TASK DESCRIPTION> Please work out how many lines in the records below include the word "Marcus", and reply with that number only.

--- DATA SECTION ---

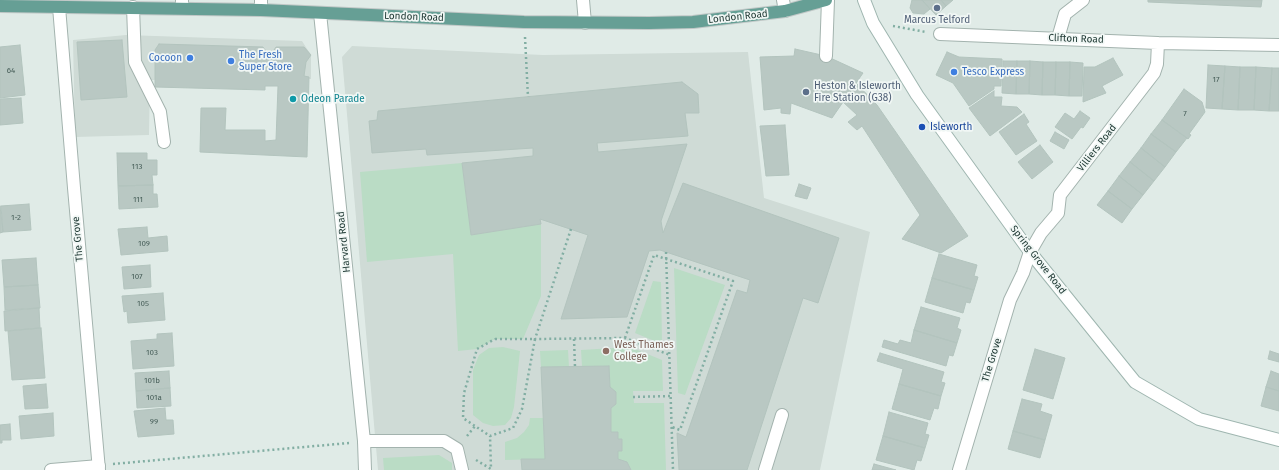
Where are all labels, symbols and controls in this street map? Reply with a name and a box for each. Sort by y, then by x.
marker: Marcus Telford [932,3,942,13]
street label: London Road [708,8,768,26]
street label: London Road [384,10,444,24]
place label: Marcus Telford [904,14,970,26]
street label: Clifton Road [1048,32,1104,46]
place label: The Fresh Super Store [239,49,292,72]
place label: Cocoon [149,52,182,64]
marker: Cocoon [185,53,195,63]
marker: The Fresh Super Store [226,56,236,66]
house number: 64 [7,66,15,76]
place label: Tesco Express [962,66,1024,78]
marker: Tesco Express [949,67,959,77]
house number: 17 [1212,75,1220,85]
place label: Heston & Isleworth Fire Station (G38) [814,80,901,104]
marker: Heston & Isleworth Fire Station (G38) [801,87,811,97]
place label: Odeon Parade [301,93,365,105]
marker: Odeon Parade [288,94,298,104]
house number: 7 [1183,109,1187,119]
place label: Isleworth [930,121,972,133]
marker: Isleworth [917,122,927,132]
street label: Villiers Road [1075,122,1119,174]
house number: 113 [132,162,142,172]
house number: 111 [133,195,143,205]
street label: Harvard Road [335,211,353,273]
house number: 1-2 [11,213,21,223]
street label: The Grove [70,216,86,262]
street label: Spring Grove Road [1008,223,1068,297]
house number: 109 [138,239,150,249]
house number: 107 [131,272,143,282]
house number: 105 [137,299,149,309]
street label: The Grove [980,337,1004,383]
place label: West Thames College [614,339,674,362]
marker: West Thames College [601,346,611,356]
house number: 103 [146,348,158,358]
house number: 101b [144,376,160,386]
house number: 101a [146,393,162,403]
house number: 99 [150,417,158,427]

---

COMPLETED TASK> 2